A transformer based semantic segmentation approach for OCT images
Script for training or inference of a SegTransformer model. In train mode a SegTransformer model is trained for the specified number of epochs while tensorboard log data is saved. At the end of training, the model.pth file and labelmap output images of the test dataset are saved.
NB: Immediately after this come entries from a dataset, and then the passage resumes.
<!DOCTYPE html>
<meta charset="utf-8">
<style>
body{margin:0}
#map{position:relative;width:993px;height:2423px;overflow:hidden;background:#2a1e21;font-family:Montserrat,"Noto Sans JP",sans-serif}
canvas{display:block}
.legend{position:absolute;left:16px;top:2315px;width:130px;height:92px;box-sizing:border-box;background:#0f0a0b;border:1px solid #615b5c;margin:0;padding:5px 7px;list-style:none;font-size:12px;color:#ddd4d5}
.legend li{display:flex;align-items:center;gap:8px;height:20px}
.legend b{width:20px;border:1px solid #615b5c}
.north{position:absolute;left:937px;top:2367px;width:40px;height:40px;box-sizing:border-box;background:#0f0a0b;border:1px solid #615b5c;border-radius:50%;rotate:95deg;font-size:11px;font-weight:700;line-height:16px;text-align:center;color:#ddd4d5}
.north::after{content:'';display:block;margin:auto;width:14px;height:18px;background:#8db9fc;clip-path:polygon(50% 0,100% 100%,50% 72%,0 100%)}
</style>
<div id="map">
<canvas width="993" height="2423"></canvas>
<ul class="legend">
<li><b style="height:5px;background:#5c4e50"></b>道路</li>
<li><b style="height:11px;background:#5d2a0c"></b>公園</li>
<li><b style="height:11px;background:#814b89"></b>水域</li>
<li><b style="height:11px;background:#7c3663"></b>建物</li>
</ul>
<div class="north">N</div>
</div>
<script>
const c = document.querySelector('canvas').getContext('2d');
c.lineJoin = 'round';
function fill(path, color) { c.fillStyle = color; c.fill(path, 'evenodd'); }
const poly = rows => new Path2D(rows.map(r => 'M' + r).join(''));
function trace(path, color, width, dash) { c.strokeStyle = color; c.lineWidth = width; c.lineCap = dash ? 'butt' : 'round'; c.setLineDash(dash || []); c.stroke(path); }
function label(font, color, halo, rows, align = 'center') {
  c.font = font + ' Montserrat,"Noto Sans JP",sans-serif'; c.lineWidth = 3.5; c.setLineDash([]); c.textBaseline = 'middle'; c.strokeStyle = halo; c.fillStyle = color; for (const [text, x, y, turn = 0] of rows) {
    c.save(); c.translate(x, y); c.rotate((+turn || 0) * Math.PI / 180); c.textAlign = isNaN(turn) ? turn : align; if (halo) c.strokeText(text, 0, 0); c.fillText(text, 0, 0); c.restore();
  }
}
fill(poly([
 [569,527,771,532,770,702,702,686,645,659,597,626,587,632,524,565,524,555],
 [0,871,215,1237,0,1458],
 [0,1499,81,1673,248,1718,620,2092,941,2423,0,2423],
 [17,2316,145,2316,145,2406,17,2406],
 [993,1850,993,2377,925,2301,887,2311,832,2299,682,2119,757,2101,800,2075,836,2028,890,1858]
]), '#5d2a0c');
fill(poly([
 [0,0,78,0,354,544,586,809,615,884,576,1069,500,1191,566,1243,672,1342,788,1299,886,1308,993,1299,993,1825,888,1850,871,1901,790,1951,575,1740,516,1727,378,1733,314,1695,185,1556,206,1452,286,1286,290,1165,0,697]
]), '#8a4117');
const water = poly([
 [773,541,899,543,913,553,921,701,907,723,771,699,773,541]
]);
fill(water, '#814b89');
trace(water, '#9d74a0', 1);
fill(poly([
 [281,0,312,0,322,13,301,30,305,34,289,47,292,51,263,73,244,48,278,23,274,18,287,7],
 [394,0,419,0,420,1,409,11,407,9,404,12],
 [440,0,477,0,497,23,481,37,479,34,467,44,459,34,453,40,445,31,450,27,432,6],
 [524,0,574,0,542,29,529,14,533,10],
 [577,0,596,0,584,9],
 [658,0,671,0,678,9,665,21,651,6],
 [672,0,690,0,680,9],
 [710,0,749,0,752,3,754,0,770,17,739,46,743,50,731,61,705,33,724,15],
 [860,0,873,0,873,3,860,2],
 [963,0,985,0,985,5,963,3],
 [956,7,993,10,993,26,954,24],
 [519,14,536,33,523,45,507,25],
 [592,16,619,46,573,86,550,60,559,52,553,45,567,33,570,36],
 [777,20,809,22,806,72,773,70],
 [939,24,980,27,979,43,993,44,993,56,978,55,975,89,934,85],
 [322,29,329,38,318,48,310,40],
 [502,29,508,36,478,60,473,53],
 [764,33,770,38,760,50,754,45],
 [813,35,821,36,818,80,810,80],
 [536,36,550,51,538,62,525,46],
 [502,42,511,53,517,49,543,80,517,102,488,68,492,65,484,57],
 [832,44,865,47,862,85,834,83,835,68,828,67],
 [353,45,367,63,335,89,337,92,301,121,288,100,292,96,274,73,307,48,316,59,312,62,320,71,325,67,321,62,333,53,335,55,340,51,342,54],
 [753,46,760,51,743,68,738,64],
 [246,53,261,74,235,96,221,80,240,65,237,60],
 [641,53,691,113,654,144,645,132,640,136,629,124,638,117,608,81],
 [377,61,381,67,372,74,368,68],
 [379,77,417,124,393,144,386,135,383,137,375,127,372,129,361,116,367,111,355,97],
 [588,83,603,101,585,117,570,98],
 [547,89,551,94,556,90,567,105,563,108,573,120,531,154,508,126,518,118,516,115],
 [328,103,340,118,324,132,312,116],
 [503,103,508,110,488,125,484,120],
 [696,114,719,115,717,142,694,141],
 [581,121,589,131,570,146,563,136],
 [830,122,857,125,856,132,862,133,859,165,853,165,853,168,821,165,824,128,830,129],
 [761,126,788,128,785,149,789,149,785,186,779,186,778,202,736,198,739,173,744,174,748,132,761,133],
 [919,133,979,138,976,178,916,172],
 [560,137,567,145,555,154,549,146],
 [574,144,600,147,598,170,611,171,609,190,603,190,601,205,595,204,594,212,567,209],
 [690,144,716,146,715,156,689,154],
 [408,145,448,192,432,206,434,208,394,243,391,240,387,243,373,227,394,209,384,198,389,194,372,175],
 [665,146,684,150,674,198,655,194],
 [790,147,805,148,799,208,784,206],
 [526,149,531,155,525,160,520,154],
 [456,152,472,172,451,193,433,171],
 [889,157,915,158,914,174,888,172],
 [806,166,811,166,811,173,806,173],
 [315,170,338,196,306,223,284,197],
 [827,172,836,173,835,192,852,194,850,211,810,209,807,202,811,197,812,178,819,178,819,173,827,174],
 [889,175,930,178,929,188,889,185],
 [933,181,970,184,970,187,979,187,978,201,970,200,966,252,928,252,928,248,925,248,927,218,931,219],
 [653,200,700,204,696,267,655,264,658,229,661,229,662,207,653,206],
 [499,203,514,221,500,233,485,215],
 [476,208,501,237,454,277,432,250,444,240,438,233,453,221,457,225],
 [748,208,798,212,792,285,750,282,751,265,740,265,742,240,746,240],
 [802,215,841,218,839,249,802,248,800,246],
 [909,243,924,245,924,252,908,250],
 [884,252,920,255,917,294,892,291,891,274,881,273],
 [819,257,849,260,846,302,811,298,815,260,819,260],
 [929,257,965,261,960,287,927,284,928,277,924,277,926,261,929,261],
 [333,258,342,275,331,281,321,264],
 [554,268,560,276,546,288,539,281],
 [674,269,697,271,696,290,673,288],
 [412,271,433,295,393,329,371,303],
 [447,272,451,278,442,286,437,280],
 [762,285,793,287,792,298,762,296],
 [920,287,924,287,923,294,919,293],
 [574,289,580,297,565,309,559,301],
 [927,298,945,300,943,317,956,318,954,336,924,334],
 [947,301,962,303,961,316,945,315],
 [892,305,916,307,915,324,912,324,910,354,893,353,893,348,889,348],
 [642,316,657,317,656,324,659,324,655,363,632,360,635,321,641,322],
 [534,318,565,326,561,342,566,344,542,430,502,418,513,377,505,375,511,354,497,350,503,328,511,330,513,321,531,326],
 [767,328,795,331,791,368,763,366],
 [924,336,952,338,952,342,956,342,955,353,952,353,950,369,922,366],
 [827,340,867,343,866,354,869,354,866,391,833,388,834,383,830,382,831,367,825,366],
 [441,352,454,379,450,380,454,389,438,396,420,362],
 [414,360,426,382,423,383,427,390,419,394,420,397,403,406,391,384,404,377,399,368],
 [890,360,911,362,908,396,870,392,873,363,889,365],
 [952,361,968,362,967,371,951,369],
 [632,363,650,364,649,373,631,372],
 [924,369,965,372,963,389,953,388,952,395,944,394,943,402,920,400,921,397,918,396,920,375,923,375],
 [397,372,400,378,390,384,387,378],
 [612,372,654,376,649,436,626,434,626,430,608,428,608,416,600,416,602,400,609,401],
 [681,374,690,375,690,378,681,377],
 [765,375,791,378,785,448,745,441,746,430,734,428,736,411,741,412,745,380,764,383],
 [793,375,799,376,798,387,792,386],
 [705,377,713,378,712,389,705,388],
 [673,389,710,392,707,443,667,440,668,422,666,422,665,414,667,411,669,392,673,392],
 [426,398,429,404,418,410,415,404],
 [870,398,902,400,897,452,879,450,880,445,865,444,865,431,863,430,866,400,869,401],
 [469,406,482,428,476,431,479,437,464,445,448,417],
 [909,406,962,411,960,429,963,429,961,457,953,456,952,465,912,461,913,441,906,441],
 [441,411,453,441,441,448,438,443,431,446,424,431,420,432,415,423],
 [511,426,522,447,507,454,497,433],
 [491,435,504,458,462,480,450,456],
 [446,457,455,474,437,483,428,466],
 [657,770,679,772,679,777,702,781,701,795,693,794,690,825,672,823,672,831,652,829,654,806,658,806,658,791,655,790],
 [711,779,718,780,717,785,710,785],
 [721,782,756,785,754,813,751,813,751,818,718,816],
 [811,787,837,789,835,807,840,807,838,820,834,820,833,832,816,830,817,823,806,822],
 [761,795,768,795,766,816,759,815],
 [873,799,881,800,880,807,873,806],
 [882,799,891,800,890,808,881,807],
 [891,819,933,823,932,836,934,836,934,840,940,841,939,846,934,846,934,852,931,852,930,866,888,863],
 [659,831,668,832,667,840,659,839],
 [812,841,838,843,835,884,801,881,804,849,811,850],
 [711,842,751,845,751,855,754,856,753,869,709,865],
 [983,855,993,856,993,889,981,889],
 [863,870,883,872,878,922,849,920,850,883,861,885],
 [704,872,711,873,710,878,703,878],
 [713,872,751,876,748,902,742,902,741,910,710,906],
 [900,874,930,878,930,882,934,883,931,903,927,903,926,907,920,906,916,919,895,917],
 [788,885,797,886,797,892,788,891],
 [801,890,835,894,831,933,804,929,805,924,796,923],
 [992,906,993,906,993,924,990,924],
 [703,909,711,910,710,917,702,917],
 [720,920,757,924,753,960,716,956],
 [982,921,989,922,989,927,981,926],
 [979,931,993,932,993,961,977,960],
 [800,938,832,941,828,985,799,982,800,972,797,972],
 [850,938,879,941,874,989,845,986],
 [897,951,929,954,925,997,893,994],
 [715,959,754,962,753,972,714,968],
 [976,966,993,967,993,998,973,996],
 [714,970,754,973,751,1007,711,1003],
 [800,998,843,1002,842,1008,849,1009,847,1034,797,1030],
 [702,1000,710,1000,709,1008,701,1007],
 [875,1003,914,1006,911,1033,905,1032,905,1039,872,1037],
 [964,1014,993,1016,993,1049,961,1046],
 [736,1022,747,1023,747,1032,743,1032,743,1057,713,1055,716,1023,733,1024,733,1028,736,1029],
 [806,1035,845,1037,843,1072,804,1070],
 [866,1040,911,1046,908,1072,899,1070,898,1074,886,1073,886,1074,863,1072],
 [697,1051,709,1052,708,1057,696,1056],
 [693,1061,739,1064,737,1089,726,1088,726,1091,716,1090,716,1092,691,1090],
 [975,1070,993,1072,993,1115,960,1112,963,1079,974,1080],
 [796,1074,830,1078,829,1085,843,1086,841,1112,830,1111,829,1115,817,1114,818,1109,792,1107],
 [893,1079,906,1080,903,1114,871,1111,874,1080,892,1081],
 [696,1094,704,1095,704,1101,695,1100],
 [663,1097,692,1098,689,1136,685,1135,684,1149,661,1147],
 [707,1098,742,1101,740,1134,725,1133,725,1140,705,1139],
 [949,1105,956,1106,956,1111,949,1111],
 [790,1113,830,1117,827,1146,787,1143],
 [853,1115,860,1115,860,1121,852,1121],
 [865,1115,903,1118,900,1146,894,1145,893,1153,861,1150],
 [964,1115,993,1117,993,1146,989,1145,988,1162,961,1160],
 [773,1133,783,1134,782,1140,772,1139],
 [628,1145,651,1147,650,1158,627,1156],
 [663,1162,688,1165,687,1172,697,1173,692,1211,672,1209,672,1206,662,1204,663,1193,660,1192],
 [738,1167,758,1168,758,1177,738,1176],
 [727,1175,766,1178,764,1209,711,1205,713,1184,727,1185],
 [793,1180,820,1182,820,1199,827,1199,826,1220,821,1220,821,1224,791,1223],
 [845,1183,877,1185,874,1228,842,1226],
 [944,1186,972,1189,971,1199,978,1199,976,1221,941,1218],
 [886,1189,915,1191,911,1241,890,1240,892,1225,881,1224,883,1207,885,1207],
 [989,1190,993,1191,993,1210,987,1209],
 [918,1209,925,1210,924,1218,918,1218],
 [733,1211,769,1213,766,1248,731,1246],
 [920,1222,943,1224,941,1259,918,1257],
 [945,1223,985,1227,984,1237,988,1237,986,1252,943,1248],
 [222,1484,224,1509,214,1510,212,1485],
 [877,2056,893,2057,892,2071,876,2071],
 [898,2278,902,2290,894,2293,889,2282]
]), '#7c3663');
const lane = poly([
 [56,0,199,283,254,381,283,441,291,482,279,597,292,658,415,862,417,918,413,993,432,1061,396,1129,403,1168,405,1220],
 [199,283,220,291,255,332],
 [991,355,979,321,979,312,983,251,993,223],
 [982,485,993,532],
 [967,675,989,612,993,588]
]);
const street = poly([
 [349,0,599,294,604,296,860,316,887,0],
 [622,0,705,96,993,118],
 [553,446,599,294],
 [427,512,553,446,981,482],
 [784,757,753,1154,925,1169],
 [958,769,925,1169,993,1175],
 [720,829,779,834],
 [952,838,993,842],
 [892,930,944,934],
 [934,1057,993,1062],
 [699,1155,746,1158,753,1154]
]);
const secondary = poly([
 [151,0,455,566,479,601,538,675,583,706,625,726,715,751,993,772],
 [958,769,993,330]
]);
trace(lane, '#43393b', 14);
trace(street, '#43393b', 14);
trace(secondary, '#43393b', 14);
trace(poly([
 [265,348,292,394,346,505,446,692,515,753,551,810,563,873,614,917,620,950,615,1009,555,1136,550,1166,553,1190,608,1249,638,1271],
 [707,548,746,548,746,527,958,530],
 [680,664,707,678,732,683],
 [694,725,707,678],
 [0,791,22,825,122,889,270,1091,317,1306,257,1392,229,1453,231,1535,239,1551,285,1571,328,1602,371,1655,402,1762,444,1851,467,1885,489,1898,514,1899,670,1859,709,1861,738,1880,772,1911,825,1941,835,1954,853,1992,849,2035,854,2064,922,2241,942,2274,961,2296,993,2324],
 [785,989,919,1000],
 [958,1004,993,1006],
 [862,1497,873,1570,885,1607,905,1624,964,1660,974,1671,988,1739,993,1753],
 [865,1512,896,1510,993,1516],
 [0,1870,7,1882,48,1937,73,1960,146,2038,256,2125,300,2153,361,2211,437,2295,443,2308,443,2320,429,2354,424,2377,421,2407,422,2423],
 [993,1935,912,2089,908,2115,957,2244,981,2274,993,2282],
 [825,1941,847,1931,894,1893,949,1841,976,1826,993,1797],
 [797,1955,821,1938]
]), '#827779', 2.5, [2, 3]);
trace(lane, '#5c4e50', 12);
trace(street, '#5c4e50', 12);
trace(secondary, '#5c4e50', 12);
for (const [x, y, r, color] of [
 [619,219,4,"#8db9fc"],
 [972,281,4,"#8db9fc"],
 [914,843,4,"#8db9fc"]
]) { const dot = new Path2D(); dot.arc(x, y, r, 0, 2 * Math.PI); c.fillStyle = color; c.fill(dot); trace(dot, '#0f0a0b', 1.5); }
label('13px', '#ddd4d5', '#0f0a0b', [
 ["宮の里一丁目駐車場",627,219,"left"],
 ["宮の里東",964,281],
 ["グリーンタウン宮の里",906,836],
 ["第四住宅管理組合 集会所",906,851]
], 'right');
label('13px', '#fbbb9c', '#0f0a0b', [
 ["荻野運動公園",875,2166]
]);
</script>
In inference mode, the model is evaluated on the test dataset and labelmap output images are saved.
Arguments:
- --config: path to a config json file
- --mode: "train" or "inference", default: "train"
- --load: directory of a model pth file to initialize the SegTransformer model, default: None
A json file to configure the model.
These parameters need to be included:
- run_root: str, directory for storage of all run data (tensorboard logs, labelmap outputs, model.pth)
- data_root: str, root directory of train/test dataset
- train_image_dataset: str, directory inside data_root
- train_label_dataset: str, directory inside data_root
- test_image_dataset: str, directory inside data_root
- test_label_dataset: str, directory inside data_root
- dataset_type: optional, str, "OCT_Dataset" or "OCT_Flipped_Dataset", default "OCT_Dataset"
- image_augmentation: optional, list(dict), augmentations to input images, following options available:
- varied_range: {"type": "varied_range"}, varies range of input images by up to 20%
- varied_seq_length: {"type":, "varied_seq_length", "max_cutoff": int}, randomly cuts off up to "max_cutoff" columns from the input image/label pairs
- transformer: optional, dict, configuration of the transformer with the following parameters: (default "vanilla")
- type: str, "vanilla" or "rel_pos"
- n_heads: int, number of heads in multi-head self-attention layers, default 8
- n_encoder_layers: number of layers in the transformer encoder, default 6,
- n_decoder_layers: number of layers in the transformer decoder, default 6
- positional_encoding: optional, bool, default true
- resize: optional, int or list [width, height], resize of input images and labels, default d_model (needed for OCT_Flipped_Dataset)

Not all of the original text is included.